• What the exercise asks: The copy must run from the first line of the entries below through the line containing "c.fillText(text, 0, 0);", restated word for word, with pictures left out.

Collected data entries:

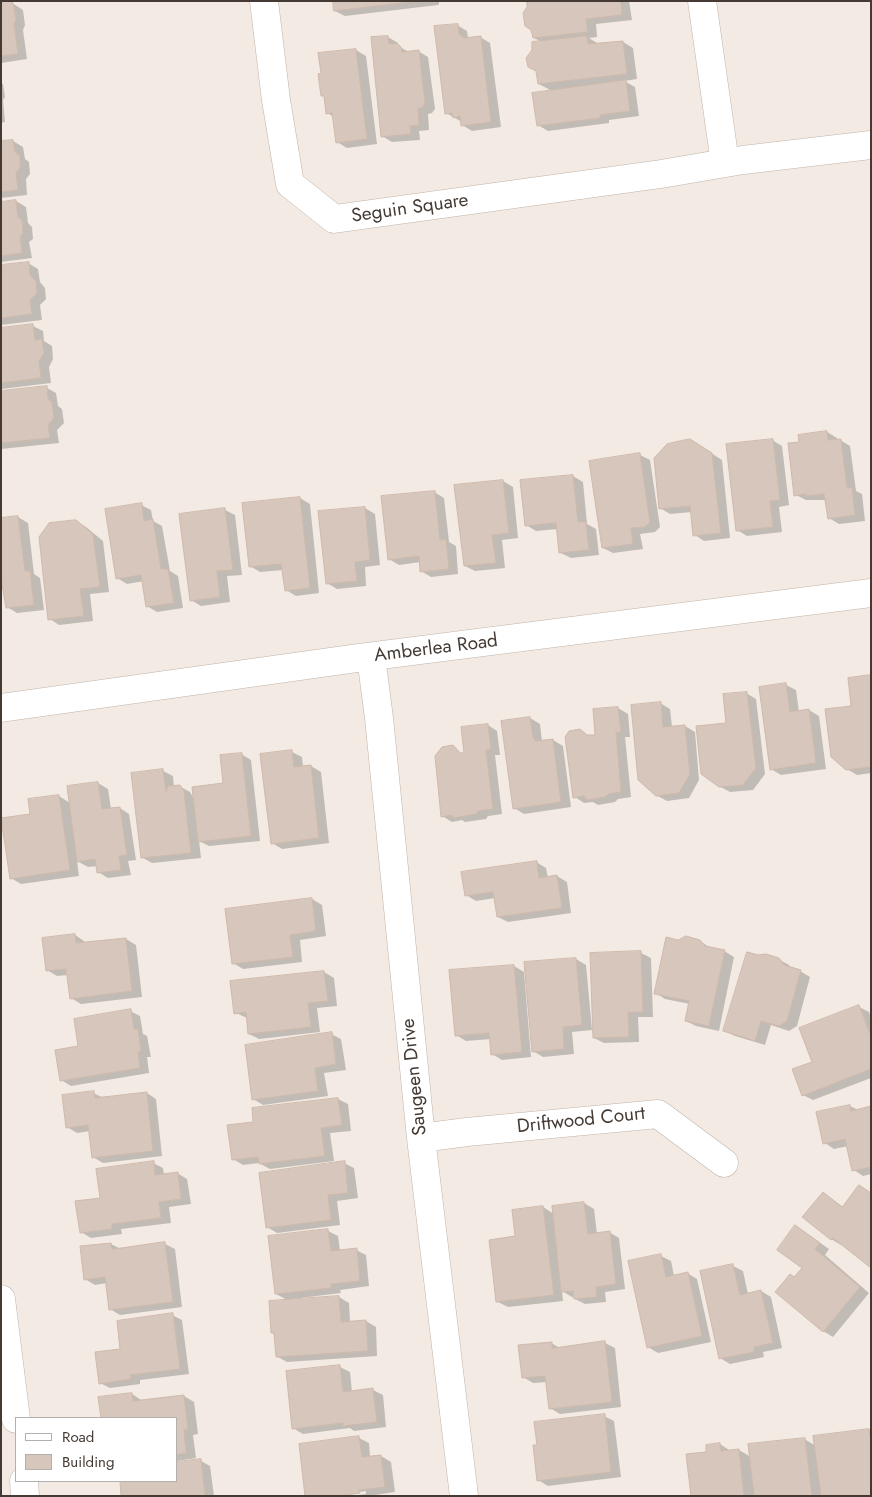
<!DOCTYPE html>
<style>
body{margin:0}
#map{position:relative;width:872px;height:1497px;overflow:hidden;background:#f2eae3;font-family:Jost,sans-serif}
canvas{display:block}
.frame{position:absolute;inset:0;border:2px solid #443a33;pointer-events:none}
.legend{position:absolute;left:15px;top:1417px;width:162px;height:65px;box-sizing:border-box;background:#fff;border:1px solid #b4b0ad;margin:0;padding:6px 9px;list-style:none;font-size:15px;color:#443a33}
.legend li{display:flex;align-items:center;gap:10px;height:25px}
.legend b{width:25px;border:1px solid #b4b0ad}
</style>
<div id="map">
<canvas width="872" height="1497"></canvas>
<div class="frame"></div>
<ul class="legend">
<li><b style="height:6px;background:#fff"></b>Road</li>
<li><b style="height:14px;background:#d7c6bb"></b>Building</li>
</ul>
</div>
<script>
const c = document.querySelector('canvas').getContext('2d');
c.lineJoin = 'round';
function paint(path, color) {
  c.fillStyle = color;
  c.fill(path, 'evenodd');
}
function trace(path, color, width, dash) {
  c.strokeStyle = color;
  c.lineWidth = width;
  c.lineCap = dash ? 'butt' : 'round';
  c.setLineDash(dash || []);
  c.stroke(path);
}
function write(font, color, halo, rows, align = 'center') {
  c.font = font + ' Jost,sans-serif';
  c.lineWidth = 4;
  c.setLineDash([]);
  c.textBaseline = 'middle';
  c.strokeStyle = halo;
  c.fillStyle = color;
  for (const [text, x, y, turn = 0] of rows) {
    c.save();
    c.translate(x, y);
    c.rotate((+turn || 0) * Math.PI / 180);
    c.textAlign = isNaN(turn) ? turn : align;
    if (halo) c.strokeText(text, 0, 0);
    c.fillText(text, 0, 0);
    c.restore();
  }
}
paint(new Path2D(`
 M9,1L23,10L25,25L23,30L27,59L1,63V2Z
 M334,1H439V4L438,5L345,16L335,11Z
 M528,1H629L632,20L596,24L597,37L589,38L597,43V45L623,42L633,48L637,79L624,81L635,87L639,116L609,120V123L548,131L538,125L552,91L539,84L542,42L534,38Z
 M457,25L467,31L468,38L480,37L490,43L501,127L472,131L462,125V122L446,113Z
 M388,37L398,43V46L409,52L418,51L428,57L435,109L432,113L428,114L429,130L419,131L420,140L392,142L382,136Z
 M356,50L366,56L377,144L347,148L337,142L334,117L327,113L326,97L322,95V74L320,54Z
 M1,83L3,84L5,97L3,100L5,122L1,123Z
 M13,141L23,147L25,159L29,162L30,174L26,179L27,195L1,198V143Z
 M16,201L26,207L28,223L32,227L33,239L29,242L32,258L1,262V203Z
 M28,263L38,269L40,282L45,288L46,299L40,305L42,320L1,325V266Z
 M33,326L43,331L44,341L52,346L53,359L49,367L51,383L1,389V330Z
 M47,388L56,393L58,406L62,409L64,423L57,430L59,443L1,449V392Z
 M827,432L837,438V440H840L850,446L856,491L862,494L865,521L839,524L829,518L826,500H806L796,495L801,443Z
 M772,440L782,446L789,505L779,507L782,532L747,536L737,530Z
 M700,446L722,460L730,538L704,541L695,535L692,512L670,514L660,508Z
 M640,455L650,460L660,527L655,532L640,534L643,549L613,553L603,548Z
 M573,476L583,482L587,524L596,529L599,555L571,558L561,553L558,529L536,531L526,525Z
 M503,481L513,487L518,538L502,540L505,568L475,571L465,566Z
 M434,492L444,498L449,542L456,546L458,574L431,577L421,571V562L399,565L389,559Z
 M300,498L310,504L319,593L296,596L286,590L283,570L260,572L250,566Z
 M141,505L151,510L153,521L162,526L170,571L178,576L183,608L157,612L147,606L144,581L127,584L117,578Z
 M365,508L375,514L380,565L365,567L366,586L337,589L327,583Z
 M225,510L235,515L242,575L227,576L230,602L201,606L191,600Z
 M18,517L28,523L34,574L40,578L44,610L17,613L7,607L4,583L1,584V519Z
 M76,521L86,527L103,541L109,592L90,594L93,621L59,625L50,619Z
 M871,676V773L857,775L847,769L853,707Z
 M786,685L796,690L799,712L809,710L819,716L826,769L781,775L771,769Z
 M746,693L756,699L765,774L753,790L730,792L719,786L727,724Z
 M660,703L670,709L672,727L685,726L695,732L699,780L689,798L667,801L656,795Z
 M618,708L628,714L630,737H625L631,797L618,799L615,802L598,805L593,802L584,803L575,797L580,731L590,736H596Z
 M530,718L540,724L542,742L553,740L563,746L571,807L524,814L514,808Z
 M488,725L497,731L500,755H495L502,814L488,816L486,819L465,822L462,820L452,822L442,816L452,747L466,756Z
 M292,752L302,757L303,767L311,766L321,772L329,843L282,849L272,843Z
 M241,754L251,760L260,841L209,846L199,841L201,858L152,863L143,858L163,771L173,776L174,787L179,786L190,792L194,799L224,784Z
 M98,783L108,789L111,809L120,808L129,814L136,860L128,861L131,875L108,878L98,872V866L88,867L77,861L79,876L21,884L11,878L32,815L59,796L70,803Z
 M536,862L546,868L548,878L557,876L567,882L571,913L508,922L498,917L495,898L476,901L466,895Z
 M312,899L322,905L326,936L300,940L302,962L243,969L233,963Z
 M75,935L84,941L85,944L126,939L136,945L142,997L81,1004L71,998L68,975L57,976L47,970Z
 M678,941H700L712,949L724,951L734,957L719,1031L696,1026L686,1021L690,1004L665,999L656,993Z
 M641,953L651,958L653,1017H638L639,1042L604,1043L594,1038Z
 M576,959L586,965L592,1030L572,1032L574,1054L543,1057L533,1051Z
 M778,959L789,965L791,968L800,971L810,977L797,1026L789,1031L771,1025L765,1045L735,1036L725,1031Z
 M514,966L524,972L531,1057L502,1060L492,1054L491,1039L466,1041L456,1035Z
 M324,972L334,978L337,1006L317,1008L320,1032L259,1039L249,1034L247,1018L236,1013Z
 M859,1007L869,1012L871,1018V1078L813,1100L803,1095L813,1063Z
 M130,1011L140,1016L143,1034L147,1036L151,1057H147L149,1073L71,1086L61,1080L80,1047Z
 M331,1034L341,1039L346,1070L324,1073L328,1096L263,1105L253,1099Z
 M93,1093L104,1098L147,1093L156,1099L162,1156L103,1163L93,1157L90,1131L77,1133L67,1127Z
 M338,1099L348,1104L351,1131L330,1133L334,1161L270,1169L259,1163L243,1165L233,1159L255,1123L253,1109Z
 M850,1106L858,1110L871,1107V1174L863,1176L854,1170L848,1146L834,1149L825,1143Z
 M153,1163L163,1168L164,1175L177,1173L187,1179L191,1204L169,1207L171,1223L121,1229L122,1234L91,1238L81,1232L101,1199Z
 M344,1163L354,1168L358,1198L337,1201L340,1225L277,1233L267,1227Z
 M860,1186L871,1193V1266L842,1244L841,1245L831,1239L823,1193L843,1207Z
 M584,1203L594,1209L597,1234L609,1232L619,1238L625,1289L605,1292L606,1302L585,1304L575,1299V1297H572L562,1291L563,1301L508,1307L498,1302L517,1238L543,1207L554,1214L553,1207Z
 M796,1226L829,1249L825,1255L869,1293L833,1337L823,1331L795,1278L804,1268Z
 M328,1231L338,1236L340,1251L356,1250L366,1255L369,1286L340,1290L341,1293L292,1299L293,1301L339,1297L349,1303L350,1322L366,1321L376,1327L377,1356L287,1362L278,1357L276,1335L272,1333L289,1301L276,1294Z
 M111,1244L121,1249L165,1244L175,1249L182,1307L120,1315L110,1309L107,1283L95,1285L85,1279Z
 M661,1256L671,1261L674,1276L687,1273L697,1279L711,1342L658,1353L648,1347Z
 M733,1266L743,1271L748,1294L761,1291L771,1297L782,1348L763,1352L764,1357L730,1364L720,1358Z
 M172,1315L182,1320L189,1374L140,1380V1384L110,1388L100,1383L122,1350Z
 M551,1343L560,1348L605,1343L615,1348L621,1407L560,1414L550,1408L547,1382L533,1383L523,1377Z
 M340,1367L350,1372L352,1392L373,1390L383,1395L386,1427L354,1431L350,1428L303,1434L293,1428Z
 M132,1394L141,1400L184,1396L194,1402L198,1434L193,1435L196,1458L176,1461V1418H102L100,1399Z
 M604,1416L614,1421L621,1477L548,1486L538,1480Z
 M869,1430L871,1431V1496H692L708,1453L720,1444L729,1450H739L751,1457L804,1439L816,1446Z
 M359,1438L369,1443L370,1457L381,1456L391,1462L395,1492L368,1496H350L366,1494V1491L330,1496Z
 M201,1461L210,1466L214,1496H123L121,1481H176Z`), '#0003');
const building = new Path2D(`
 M1,1H11L13,3L16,19L14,24L18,54L1,56Z
 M333,1H419L334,11Z
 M527,1H621L622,15L586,19L588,32L533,38L531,30L525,26L523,13L527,7Z
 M458,24L459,34L464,38L481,36L491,122L461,126L460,116L453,118L452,113L445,114L434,26Z
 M388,36L389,44L397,43L401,47L402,52L419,50L425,103L422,108H418L419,125L410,126L411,134L381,137L371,37Z
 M587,36L588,44L623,41L627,74L538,84L536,71L528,67L526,58L532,50V42Z
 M356,49L367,139L336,143L332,113L326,114L324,96H321L318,74L321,73L318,53Z
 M626,80L630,111L600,115V118L537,126L532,93Z
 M13,140L15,152L20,156V168L16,173L18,190L1,192V141Z
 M16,200L18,217L22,220L23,233L20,237L22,253L1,256V202Z
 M29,262L30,275L36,281L37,293L30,300L32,314L1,318V265Z
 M33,324L35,340L42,339L44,353L39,361L41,378L1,383V328Z
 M47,386L48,399L52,402L54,418L48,425L50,438L1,443V391Z
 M827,431L828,440L841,439L847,488L852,487L855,515L828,519L824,494L806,496V494L794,496L788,443L799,442L798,435Z
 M690,439L712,453L721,533L693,536L690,506L659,509L654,458L667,444Z
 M773,439L780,500L770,501L773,527L736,531L726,444Z
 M640,453L650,522L645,527L631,528L633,544L602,548L589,461Z
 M573,475L578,522H586L589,550L559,553L556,523L525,526L520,480Z
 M503,480L509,533L492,535L496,563L464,566L454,485Z
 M435,491L440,540L446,539L449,569L420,572L419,556L388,560L381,496Z
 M300,497L310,588L285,591L281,564L249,567L242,503Z
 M142,503L144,521L153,519L161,569H168L174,603L146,607L141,575L116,579L105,509Z
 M365,507L370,560L355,562L357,581L326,584L318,511Z
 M225,508L233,570L217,571L220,597L190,601L179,514Z
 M18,516L25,571H30L34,605L6,608L1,578V518Z
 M76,520L93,534L100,587L80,589L84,616L48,620L39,537L49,523Z
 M871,675V767L846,770L831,757L825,709L851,706L848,678Z
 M786,683L790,712L809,709L816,763L770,770L759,687Z
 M747,692L756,768L743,785L719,787L701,774L696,726L726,723L723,694Z
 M661,702L663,727L685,725L690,774L679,793L656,796L638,780L631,705Z
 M618,707L621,732H616L621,792L608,794L605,797L587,800L584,796L573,798L565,737L569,731L580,729L587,735H595L593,709Z
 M530,717L533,738L536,741L553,739L561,802L513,809L501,721Z
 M488,724L491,749L486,750L493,809L478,811L476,814L454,818L451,815L441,817L435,756L442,747L453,745L460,753H464L461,727Z
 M292,750L294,767L311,765L319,838L271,844L260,754Z
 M242,753L251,836L198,842L192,787L223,783L220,755Z
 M163,769L166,792L168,786L180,785L184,791L191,853L141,858L131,773Z
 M98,782L102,809L120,807L127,855L119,856L121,870L97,873L95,859L77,862L67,786Z
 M59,795L70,870L10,879L1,818L30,814L28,799Z
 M537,861L539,878L557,875L562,908L497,917L493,892L465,896L461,872Z
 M312,898L316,931L290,935L293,957L232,964L225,909Z
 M75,934L76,943L126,938L132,991L70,999L66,969L46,971L42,938Z
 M686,936L700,940L705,946L725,950L709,1026L685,1021L689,1001L654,994L666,937L678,940Z
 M641,951L643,1012H628L629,1037L593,1038L590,953Z
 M747,952L758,955L766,954L779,958L784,965L801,970L787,1021L779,1026L761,1021L755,1041L723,1031Z
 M576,958L582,1025L563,1027L564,1049L532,1052L524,962Z
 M514,965L522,1052L491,1055L489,1033L455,1036L449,970Z
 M324,971L328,1001L308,1003L311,1027L248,1034L246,1012L234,1014L230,981Z
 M859,1005L871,1036V1069L802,1096L792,1069L812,1062L799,1028Z
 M131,1009L134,1029H138L141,1051L138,1052L140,1068L60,1081L55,1050L78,1046L74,1019Z
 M332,1032L336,1064L315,1068L318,1091L252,1100L245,1045Z
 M94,1091L95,1098L147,1092L153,1151L92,1158L88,1125L66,1128L62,1095Z
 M338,1098L342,1125L321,1128L325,1156L259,1164L258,1157L232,1160L227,1125L253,1122L252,1108Z
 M850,1105L851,1111L871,1106V1167L852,1171L845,1139L823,1144L816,1112Z
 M154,1161L155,1175L178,1172L181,1199L159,1202L161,1218L112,1224V1229L80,1233L75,1201L100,1198L96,1169Z
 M345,1161L348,1193L328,1195L331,1220L266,1228L259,1173Z
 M859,1185L871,1193V1268L833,1238L831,1240L802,1217L823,1192L842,1207Z
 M584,1202L588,1234L610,1231L616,1284L596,1287L597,1297L574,1299L573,1291L561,1292L552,1206Z
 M543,1206L554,1295L496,1302L489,1240L515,1236L512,1210Z
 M795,1225L820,1243L815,1249L860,1287L823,1332L775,1292L790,1274L794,1277L802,1268L777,1250Z
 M328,1229L331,1251L357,1248L360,1281L331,1284V1288L275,1294L268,1236Z
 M165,1242L173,1302L109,1310L105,1277L84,1280L80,1246L111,1243L112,1249Z
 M661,1254L666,1277L688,1272L702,1336L647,1348L628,1261Z
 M733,1264L740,1295L761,1290L773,1343L754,1347V1352L719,1359L700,1271Z
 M339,1296L341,1322L366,1320L368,1351L276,1357L274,1333H271L269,1301Z
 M173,1313L180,1369L130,1375L131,1379L99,1384L95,1352L120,1349L117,1321Z
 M605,1341L612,1402L549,1409L545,1376L522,1378L518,1345L552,1342V1348Z
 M340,1365L343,1392L373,1388L377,1422L343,1426V1423L292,1429L286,1371Z
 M132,1393L133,1401L184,1395L188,1429L184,1430L186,1453L176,1455V1418H101L98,1397Z
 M605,1414L611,1472L537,1481L533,1445H537L534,1422Z
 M869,1429L871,1443V1496H821L813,1436Z
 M359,1436L362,1457L381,1455L385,1487L359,1490L360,1493L340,1496H305L299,1444Z
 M805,1438L812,1496H754L748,1444Z
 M720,1443L721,1451L739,1449L744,1496H691L686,1454L706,1452V1445Z
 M201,1459L205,1496H121L120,1481H176V1462Z`);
paint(building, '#d7c6bb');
trace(building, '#cfb9ab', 1);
const minor = new Path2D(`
 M264,1L276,100L290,184L334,219L661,174L743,160L871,145
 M702,1L725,163
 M371,657L379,718L421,1138L464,1496
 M1,708L358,658L871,593
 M421,1138L467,1132L658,1114L724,1163`);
const tertiary = new Path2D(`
 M1,1299L16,1419
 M24,1481L25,1496`);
trace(minor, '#c1b3a8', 29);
trace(tertiary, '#c1b3a8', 29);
trace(minor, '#fff', 28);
trace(tertiary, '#fff', 28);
write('19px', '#443a33', '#fff', [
 ["Seguin Square",410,209,-8],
 ["Amberlea Road",436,649,-7],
 ["Saugeen Drive",415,1077,-96],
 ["Driftwood Court",581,1121,-6]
]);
</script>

• Result for this exercise:
<!DOCTYPE html>
<style>
body{margin:0}
#map{position:relative;width:872px;height:1497px;overflow:hidden;background:#f2eae3;font-family:Jost,sans-serif}
canvas{display:block}
.frame{position:absolute;inset:0;border:2px solid #443a33;pointer-events:none}
.legend{position:absolute;left:15px;top:1417px;width:162px;height:65px;box-sizing:border-box;background:#fff;border:1px solid #b4b0ad;margin:0;padding:6px 9px;list-style:none;font-size:15px;color:#443a33}
.legend li{display:flex;align-items:center;gap:10px;height:25px}
.legend b{width:25px;border:1px solid #b4b0ad}
</style>
<div id="map">
<canvas width="872" height="1497"></canvas>
<div class="frame"></div>
<ul class="legend">
<li><b style="height:6px;background:#fff"></b>Road</li>
<li><b style="height:14px;background:#d7c6bb"></b>Building</li>
</ul>
</div>
<script>
const c = document.querySelector('canvas').getContext('2d');
c.lineJoin = 'round';
function paint(path, color) {
  c.fillStyle = color;
  c.fill(path, 'evenodd');
}
function trace(path, color, width, dash) {
  c.strokeStyle = color;
  c.lineWidth = width;
  c.lineCap = dash ? 'butt' : 'round';
  c.setLineDash(dash || []);
  c.stroke(path);
}
function write(font, color, halo, rows, align = 'center') {
  c.font = font + ' Jost,sans-serif';
  c.lineWidth = 4;
  c.setLineDash([]);
  c.textBaseline = 'middle';
  c.strokeStyle = halo;
  c.fillStyle = color;
  for (const [text, x, y, turn = 0] of rows) {
    c.save();
    c.translate(x, y);
    c.rotate((+turn || 0) * Math.PI / 180);
    c.textAlign = isNaN(turn) ? turn : align;
    if (halo) c.strokeText(text, 0, 0);
    c.fillText(text, 0, 0);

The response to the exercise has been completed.